O sentido começa a envelhecer. Não nos
demoramos muito tempo perante um quadro cuja intenção é compreensível; a peça
de música de natureza perceptível, com os contornos definidos, é algo que nos
enfada; o poema demasiado claro, demasiado explícito parece-nos…
incompreensível. O reino da evidência está a chegar ao fim: que verdade precisa
valerá ainda a pena enunciar?
O que se pode comunicar não merece que nos
detenhamos nele. Deduzir-se-á que apenas o “mistério” nos deve prender? Mas o
mistério não é menos aborrecido do que a evidência. Quero dizer, o mistério
pleno, tsal como foi concebido até ao nosso tempo.
O nosso, puramente formal, não passa de um
expediente de espíritos desiludidos da clareza, de uma profundidade vazia,
própria desta fase da arte, que já não engana ninguém e em que, na política, na música, na pintura, somos
contemporâneos de todos os estilos.
O ecletismo, se lesa a inspiração, alarga, em
contrapartida, o nosso horizonte e permite-nos beneficiar de todas as
tradições.
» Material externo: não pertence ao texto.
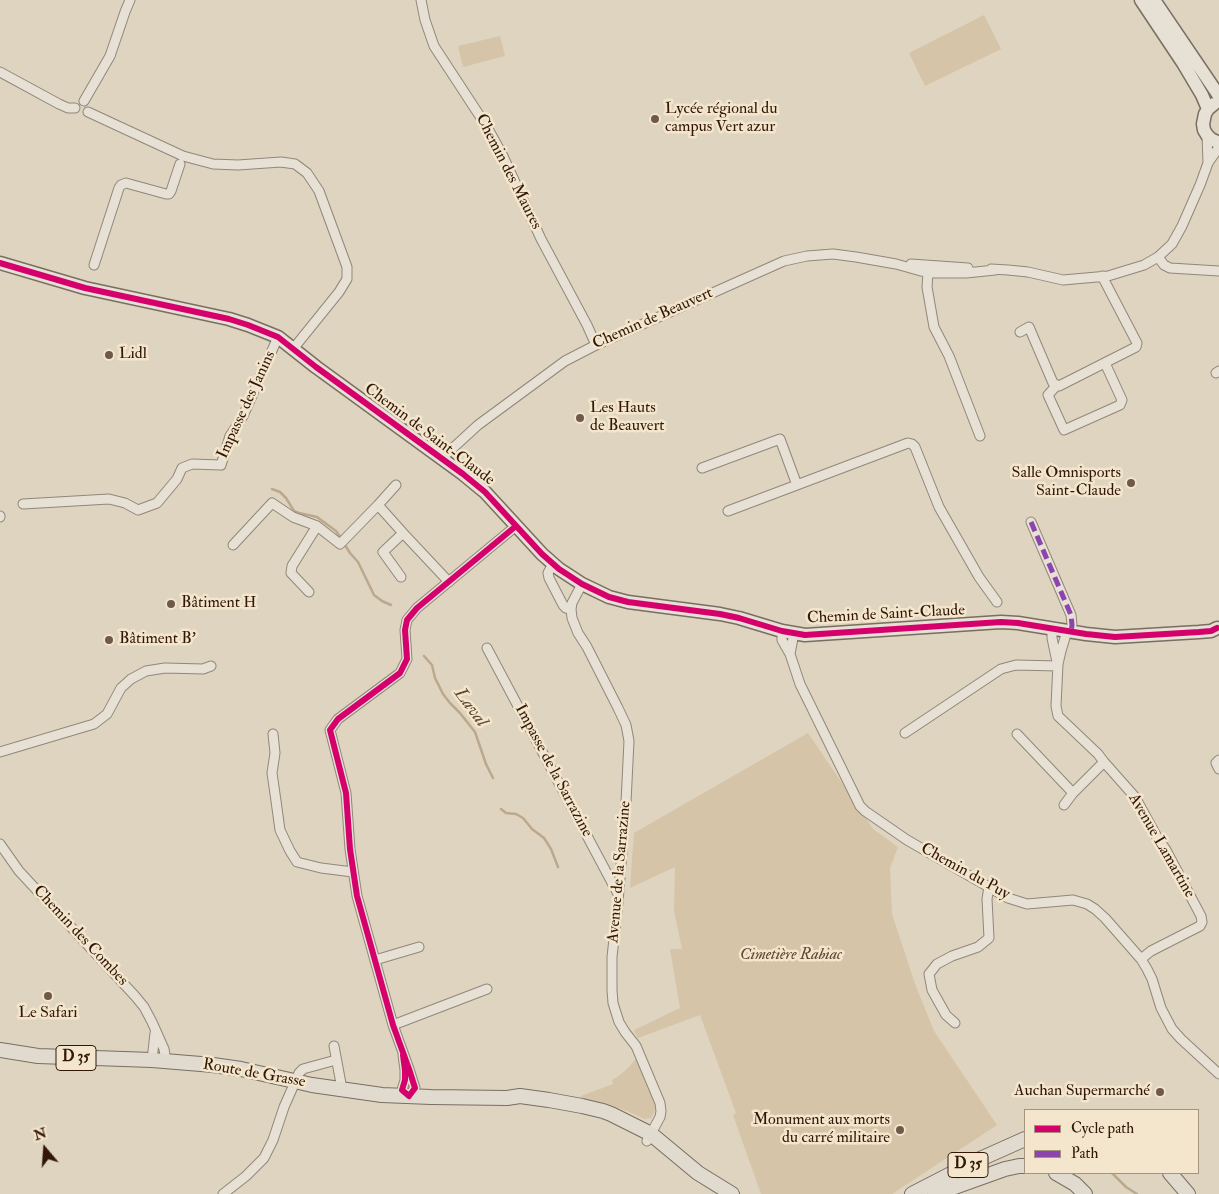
<!DOCTYPE html>
<html>
<head>
<meta charset="utf-8">
<style>
  body { margin:0 }
  #map { position:relative; width:1219px; height:1194px; overflow:hidden; background:#dfd4bf; font-family:"IM FELL Double Pica",serif }
  canvas { display:block }
  .legend { position:absolute; left:1024px; top:1109px; width:175px; height:65px; box-sizing:border-box; background:#f3e6cd; border:1px solid #a6937e; margin:0; padding:6px 9px; list-style:none; font-size:15px; color:#321708 }
  .legend li { display:flex; align-items:center; gap:10px; height:25px }
  .legend b { width:25px; border:1px solid #a6937e }
  .north { position:absolute; left:20px; top:1124px; width:50px; height:50px; -webkit-text-stroke:4px #f3e6cd; paint-order:stroke; rotate:342deg; font-size:14px; font-weight:700; line-height:20px; text-align:center; color:#321708 }
  .north::after { content:''; display:block; margin:auto; width:18px; height:22px; background:#321708; clip-path:polygon(50% 0,100% 100%,50% 72%,0 100%) }
</style>
</head>
<body>
<div id="map">
<canvas width="1219" height="1194"></canvas>
<ul class="legend">
<li><b style="height:6px;background:#d6006c"></b>Cycle path</li>
<li><b style="height:6px;background:#8e44ad"></b>Path</li>
</ul>
<div class="north">N</div>
</div>
<script>
const context = document.querySelector('canvas').getContext('2d');
context.lineJoin = 'round';
function fillPath(path, color) { context.fillStyle = color; context.fill(path, 'evenodd'); }
const toPath = rows => new Path2D(rows.map(r => 'M' + r).join(''));
function stroke(path, color, width, dash) { context.strokeStyle = color; context.lineWidth = width; context.lineCap = dash ? 'butt' : 'round'; context.setLineDash(dash || []); context.stroke(path); }
function write(font, color, halo, rows, align = 'center') {
  context.font = font + ' "IM FELL Double Pica",serif'; context.lineWidth = 5; context.setLineDash([]); context.textBaseline = 'middle'; context.strokeStyle = halo; context.fillStyle = color; for (const [text, x, y, turn = 0] of rows) {
    context.save(); context.translate(x, y); context.rotate((+turn || 0) * Math.PI / 180); context.textAlign = isNaN(turn) ? turn : align; if (halo) context.strokeText(text, 0, 0); context.fillText(text, 0, 0); context.restore();
  }
}
fillPath(toPath([
  [984,15,1001,49,925,86,909,53],
  [500,36,505,56,463,67,458,46],
  [808,733,873,829,898,847,890,868,892,914,915,984,934,1031,997,1125,892,1194,761,1194,733,1115,736,1113,700,1015,638,1038,634,1030,680,1008,670,949,682,949,674,911,675,867,630,888,634,833],
  [637,1057,656,1102,656,1108,651,1118,644,1119,632,1113,608,1104,581,1099,581,1096,613,1084,612,1080,620,1075,629,1067]
]), '#d5c4a8');
stroke(toPath([
  [272,489,280,492,286,498,294,511,299,513,317,517,336,531,341,538],
  [345,545,350,553,358,562,374,595,382,601,391,605],
  [424,656,432,665,435,678,443,694,450,703,460,713,475,732,486,764,493,778],
  [501,809,506,813,516,814,523,818,532,829,544,838,551,849,558,867],
  [1112,1173,1126,1187,1137,1194]
]), '#bca98d', 2.5);
const street = toPath([
  [421,0,425,20,434,46,487,127,503,156,541,239,587,325,596,345],
  [0,72,59,104,68,108,75,108],
  [84,101,110,56,125,12,130,0],
  [88,112,183,156,213,164,238,165,281,162,295,164,307,173,319,191,347,267,347,279,339,292,293,349],
  [1207,135,1208,163],
  [1158,257,1164,265,1170,268,1219,271],
  [911,264,968,268],
  [94,265,119,188,121,185,126,183,166,194,169,194,171,191,180,164],
  [991,269,1008,270,1028,272,1063,280,1108,276,1144,265,1158,257,1172,244,1182,226,1200,185,1208,163,1219,147],
  [928,272,927,287,934,327,949,356,980,436],
  [1020,332,1029,327,1053,383,1059,386,1136,347,1137,343,1102,276],
  [1216,373,1219,371],
  [1057,385,1048,395,1064,430,1120,405,1122,400,1105,363],
  [441,459,478,425,565,361,596,345,784,261,807,256,833,254,856,257,896,264,921,271,934,273,966,273,995,270],
  [702,468,780,439,797,485],
  [23,504,109,499,125,503,138,510,157,503,177,479,182,468,192,464,221,465,230,436,243,416,278,337],
  [378,505,396,485],
  [728,511,855,463,908,443,912,444,915,447,939,507,979,577,997,602],
  [0,516,0,517],
  [1031,522,1071,615,1072,625,1071,632],
  [233,545,272,503,293,517,317,526,340,544,378,505,403,533],
  [553,564,548,573,549,578,563,605,566,608,571,609],
  [401,577,383,552,403,533,449,582],
  [582,584,572,603,571,609,572,618,578,633,587,647,618,708,626,725,629,741,626,802,618,902,612,957,612,990,613,1003,619,1022,625,1032,636,1046,660,1103,661,1111,660,1117,647,1141],
  [309,592,291,573,292,566,317,526],
  [1052,629,1052,638,1057,662],
  [782,631,782,640,790,654,800,684,860,806,865,811,907,840,1008,898,1027,904,1073,900,1087,904,1095,909,1105,918,1141,959,1147,969,1152,979,1161,1008,1172,1029,1181,1039,1219,1074],
  [1067,631,1061,651,1058,664,1056,706,1058,716,1098,754,1104,762,1135,797,1157,837,1166,850,1201,916,1202,922,1200,926,1151,951,1141,959],
  [487,648,618,894],
  [790,654,794,633],
  [905,733,1001,669,1016,665,1058,666],
  [273,734,275,753,272,773,276,801,280,830,290,851,297,862,321,868,353,872],
  [1017,734,1073,793],
  [0,752,94,724,107,714,121,688,131,679,146,671,165,668,203,669,211,666],
  [1219,760,1216,763,1219,769],
  [1064,805,1073,793,1104,762],
  [0,844,19,871,135,996,144,1007,152,1022,164,1049,166,1061],
  [375,960,419,947],
  [955,1023,946,1015,932,990,929,974,937,964,952,956,978,947,989,938,987,899,989,887],
  [393,1025,487,989],
  [334,1046,342,1089],
  [403,1055,405,1070,405,1080,402,1090,409,1096,415,1088,409,1069,393,1025,357,896,350,849,346,793,330,730,338,719,400,673,407,659,405,630,407,620,417,608,516,526],
  [152,1060,155,1033],
  [223,1194,246,1176,264,1158,273,1140,284,1107,299,1073,303,1069,336,1060]
]);
const secondary = toPath([
  [1141,0,1183,63,1202,95,1208,109],
  [1154,0,1219,96],
  [1214,104,1208,109,1205,114,1203,124,1204,130,1207,135,1211,139,1219,143],
  [0,263,85,288,229,319,248,325,278,337,316,367,463,474,485,492,542,554,559,569,582,584,609,597,628,602,720,614,739,618,782,631,805,635,1001,622,1018,623,1086,634,1115,637,1199,632,1211,631,1217,628]
]);
const primary = toPath([
  [0,1050,38,1056,152,1060,213,1065,241,1069,312,1085,382,1095,431,1097,507,1098,520,1096,549,1100,582,1106,603,1111,611,1114,651,1134,698,1173,732,1194],
  [1056,1173,1075,1184,1085,1194],
  [1170,1173,1188,1194],
  [912,1194,978,1160,1025,1139],
  [935,1194,1005,1169,1019,1166,1025,1166]
]);
stroke(street, '#91877a', 11);
stroke(secondary, '#786e62', 15);
stroke(primary, '#786e62', 16);
stroke(street, '#e6e0d5', 9);
stroke(secondary, '#e6e0d5', 12);
stroke(primary, '#e1dace', 14);
stroke(toPath([
  [1031,522,1071,615,1072,625,1071,632]
]), '#8e44ad', 5, [10, 5]);
stroke(toPath([
  [0,263,85,288,229,319,248,325,278,337,316,367,463,474,485,492,542,554,559,569,582,584,609,597,628,602,720,614,739,618,782,631,805,635,1001,622,1018,623,1086,634,1115,637,1199,632,1211,631,1217,628],
  [403,1055,405,1070,405,1080,402,1090,409,1096,415,1088,409,1069,393,1025,357,896,350,849,346,793,330,730,338,719,400,673,407,659,405,630,407,620,417,608,516,526]
]), '#d6006c', 6);
for (const [x, y, r, color] of [
  [655,119,5,"#6f5948"],
  [109,355,5,"#6f5948"],
  [580,418,5,"#6f5948"],
  [1131,483,5,"#6f5948"],
  [171,604,5,"#6f5948"],
  [109,640,5,"#6f5948"],
  [48,996,5,"#6f5948"],
  [1160,1092,5,"#6f5948"],
  [900,1130,5,"#6f5948"]
]) { const dot = new Path2D(); dot.arc(x, y, r, 0, 2 * Math.PI); context.fillStyle = color; context.fill(dot); stroke(dot, '#f3e6cd', 2); }
for (const [x, y, w] of [
  [76,1058,40],
  [968,1165,40]
]) { const box = new Path2D(); box.roundRect(x - w / 2, y - 12.5, w, 25, 4); context.fillStyle = '#f3e6cd'; context.fill(box); stroke(box, '#321708', 1); }
write('bold 15px', '#321708', null, [
  ["D 35",76,1058],
  ["D 35",968,1165]
]);
write('16px', '#321708', '#f3e6cd', [
  ["Lycée régional du",665,110],
  ["campus Vert azur",665,128],
  ["Lidl",119,355],
  ["Les Hauts",590,409],
  ["de Beauvert",590,427],
  ["Salle Omnisports",1121,474,"right"],
  ["Saint-Claude",1121,492,"right"],
  ["Bâtiment H",181,604],
  ["Bâtiment B'",119,640],
  ["Le Safari",48,1014,"center"],
  ["Auchan Supermarché",1150,1092,"right"],
  ["Monument aux morts",890,1121,"right"],
  ["du carré militaire",890,1139,"right"]
], 'left');
write('16px', '#321708', '#f3e6cd', [
  ["Chemin des Maures",508,172,63],
  ["Chemin de Beauvert",653,319,-24],
  ["Impasse des Janins",247,405,-65],
  ["Chemin de Saint-Claude",429,435,37],
  ["Chemin de Saint-Claude",886,615,-3],
  ["Impasse de la Sarrazine",553,771,62],
  ["Avenue Lamartine",1161,846,60],
  ["Avenue de la Sarrazine",620,872,-85],
  ["Chemin du Puy",965,872,29],
  ["Chemin des Combes",80,936,47],
  ["Route de Grasse",254,1074,10]
]);
write('italic 16px', '#604732', '#f3e6cd', [
  ["Cimetière Rabiac",791,956]
]);
write('italic 18px', '#634a35', '#f3e6cd', [
  ["Laval",470,708,53]
]);
</script>
</body>
</html>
Liberta o teórico, mas paralisa o criador, ao qual rasga
perspectivas demasiado vastas; ora, uma obra constrói-se à margem ou na
ausência do saber.
Se o artista de hoje se refugia no obscuro, é
porque já não pode inovar com aquilo que sabe. A massa dos seus conhecimentos
fez dele um glosador, um Aristarco desenganado.
Para salvaguardar a sua originalidade,
resta-lhe somente a aventura no ininteligível. Renunciará, portanto, às
evidências que uma época sabedora e estéril lhe inflige.
Supostos poetas e escritores, vêem-se diante
de palavras, das quais nenhuma, na sua legítima acepção, se encontra carregada
de futuro; se quiser torná-las viáveis, terão de quebrar o seu sentido,
procurar a impropriedade..
Nas letras em geral, assistimos à capitulação
do verbo, que, por estranho que pareça, se encontra ainda mais gasto que nós.
Sigamos, pois, a curva descendente da sua
vitalidade, adequemo-nos ao seu grau de fadiga e de decrepitude, adoptemos o
caminho da sua agonia.
Coisa curiosa: nunca o verbo foi tão livre; a
sua demissão é o seu triunfo: emancipado do real e do vivido, permite-se enfim
o luxo de não exprimir nada para além do equívoco do seu próprio jogo.
Esta agonia, este triunfo, far-se-iam sentir
no género literário/político que tem vindo a ocupar-nos e a preocupar-nos.